How to generate data points for each row of data based on a frequency and average value?
Suppose you have rows of data in the following form:
City Population Average Income
--------------------------------------------------
CityA 100,000 60,000
CityB 300,000 40,000
CityC 40,000 70,000
I would like to generate rows with data points based on a given (typically normal) distribution.
Thus using the above example we would generate 100,000 + 300,000 + 40,000 = 440,000 rows each containing an actual (but hypothetical) income based on a given (typically normal) distribution of income of the city in question.
Best Answer
-
lionelderkrikor RapidMiner Certified Analyst, Member Posts: 1,195 Unicorn
Hi @caryknoop,
If you did'nt find an operator in RapidMiner which perform what you want,
you can find here a process using Execute Python operator (if the Python environment is installed on your computer).

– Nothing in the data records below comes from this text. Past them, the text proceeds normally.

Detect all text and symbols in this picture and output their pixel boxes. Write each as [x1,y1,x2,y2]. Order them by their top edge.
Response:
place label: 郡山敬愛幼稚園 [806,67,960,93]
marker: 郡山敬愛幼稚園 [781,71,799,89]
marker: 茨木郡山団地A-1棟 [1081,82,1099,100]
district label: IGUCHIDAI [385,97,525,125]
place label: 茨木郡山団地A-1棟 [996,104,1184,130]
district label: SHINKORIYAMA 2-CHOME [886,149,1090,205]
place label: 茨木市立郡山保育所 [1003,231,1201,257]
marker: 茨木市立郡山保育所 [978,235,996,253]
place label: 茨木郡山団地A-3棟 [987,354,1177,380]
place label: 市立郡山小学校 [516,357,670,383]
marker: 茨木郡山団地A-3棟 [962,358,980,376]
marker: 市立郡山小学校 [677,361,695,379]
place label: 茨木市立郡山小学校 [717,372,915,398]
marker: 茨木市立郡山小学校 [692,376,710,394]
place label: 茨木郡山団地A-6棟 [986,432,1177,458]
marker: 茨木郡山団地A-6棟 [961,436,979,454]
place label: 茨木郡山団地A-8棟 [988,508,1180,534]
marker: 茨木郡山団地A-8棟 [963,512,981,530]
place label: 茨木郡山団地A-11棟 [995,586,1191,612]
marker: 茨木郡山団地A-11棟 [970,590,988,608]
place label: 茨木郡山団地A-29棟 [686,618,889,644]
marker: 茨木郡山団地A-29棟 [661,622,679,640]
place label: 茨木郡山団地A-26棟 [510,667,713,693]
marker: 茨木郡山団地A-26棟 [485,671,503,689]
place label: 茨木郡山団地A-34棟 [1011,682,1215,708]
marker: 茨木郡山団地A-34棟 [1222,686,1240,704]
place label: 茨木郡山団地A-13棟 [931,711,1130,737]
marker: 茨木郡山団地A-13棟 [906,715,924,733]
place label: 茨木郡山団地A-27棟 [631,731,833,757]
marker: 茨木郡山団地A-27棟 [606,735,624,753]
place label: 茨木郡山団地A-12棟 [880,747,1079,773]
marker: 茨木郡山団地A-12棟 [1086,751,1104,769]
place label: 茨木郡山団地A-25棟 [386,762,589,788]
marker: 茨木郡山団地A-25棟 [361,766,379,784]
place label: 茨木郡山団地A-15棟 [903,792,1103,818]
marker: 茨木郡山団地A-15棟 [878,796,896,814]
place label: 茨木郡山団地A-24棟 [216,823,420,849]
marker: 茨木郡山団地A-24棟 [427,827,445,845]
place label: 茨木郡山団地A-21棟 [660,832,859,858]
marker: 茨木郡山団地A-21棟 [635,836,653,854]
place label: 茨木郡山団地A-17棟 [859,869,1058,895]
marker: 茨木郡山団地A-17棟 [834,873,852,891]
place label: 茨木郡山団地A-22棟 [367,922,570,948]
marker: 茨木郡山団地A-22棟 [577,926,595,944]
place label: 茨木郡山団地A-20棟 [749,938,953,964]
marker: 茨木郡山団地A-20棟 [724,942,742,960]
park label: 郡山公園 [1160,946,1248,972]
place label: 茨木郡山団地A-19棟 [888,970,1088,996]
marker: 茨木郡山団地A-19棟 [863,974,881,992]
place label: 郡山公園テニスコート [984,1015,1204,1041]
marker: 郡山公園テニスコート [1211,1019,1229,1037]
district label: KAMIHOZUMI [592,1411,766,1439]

You have just to set the standard deviations associated to the towns in the code :
<?xml version="1.0" encoding="UTF-8"?><process version="8.0.001">
<context>
<input/>
<output/>
<macros/>
</context>
<operator activated="true" class="process" compatibility="8.0.001" expanded="true" name="Process">
<process expanded="true">
<operator activated="true" class="read_excel" compatibility="8.0.001" expanded="true" height="68" name="Read Excel" width="90" x="45" y="34">
<parameter key="excel_file" value="C:\Users\Lionel\Documents\Formations_DataScience\Rapidminer\Tests_Rapidminer\Generate_Income.xlsx"/>
<parameter key="imported_cell_range" value="A1:D4"/>
<parameter key="first_row_as_names" value="false"/>
<list key="annotations">
<parameter key="0" value="Name"/>
</list>
<list key="data_set_meta_data_information">
<parameter key="0" value="City.true.polynominal.attribute"/>
<parameter key="1" value="Population.true.integer.attribute"/>
<parameter key="2" value="Average.true.integer.attribute"/>
<parameter key="3" value="Income.true.attribute_value.attribute"/>
</list>
</operator>
<operator activated="true" class="python_scripting:execute_python" compatibility="7.4.000" expanded="true" height="82" name="Calculate Income" width="90" x="179" y="34">
<parameter key="script" value="from numpy.random import normal # rm_main is a mandatory function, # the number of arguments has to be the number of input ports (can be none) def rm_main(data): # set the standard deviation associated to the towns : #the first element is std dev from CityA, the second from City B etc. std_deviation = [1,2,3] data['pop_cum'] = data['Population'] for i in range(1,len(data)) : data.loc[i,'pop_cum'] = data.loc[i-1,'pop_cum'] + data.loc[i,'Population'] for j in range(0,int(data.loc[0,'Population'])): data.loc[j,'Income'] = normal(data.loc[0,'Average'],std_deviation[0]) try: for i in range(1,len(data)) : for j in range(int(data.loc[i-1,'pop_cum']),int(data.loc[i,'pop_cum'])): data.loc[j,'Income'] = normal(data.loc[i,'Average'],std_deviation[i]) except ValueError: del data['pop_cum'] exit # connect 1 output port to see the results return data"/>
</operator>
<connect from_op="Read Excel" from_port="output" to_op="Calculate Income" to_port="input 1"/>
<connect from_op="Calculate Income" from_port="output 1" to_port="result 1"/>
<portSpacing port="source_input 1" spacing="0"/>
<portSpacing port="sink_result 1" spacing="0"/>
<portSpacing port="sink_result 2" spacing="0"/>
</process>
</operator>
</process>Regards,
Lionel
NB : I used the name of attributes of your example
NB2 : In attached file, an excel example file
2
Answers
To my knowledge, this cannot be done in RM. RM does not have any random number generators. Of course, it is trivial to do in R (or Python) and you can do it inside RM using the R extension.
Hi @caryknoop,
I think it can be done using the Execute Script operator (using Java language) :
Here a ressource of @mschmitz about generating example set :
How to Create Example Sets Using Groovy Script
I hope it can help you
Regards,
Lionel
I believe you use the Generate Data by User Specification to do this. There is an editor that's like the Generate Attributes operator, you can create a fuction based on a STD dev or something.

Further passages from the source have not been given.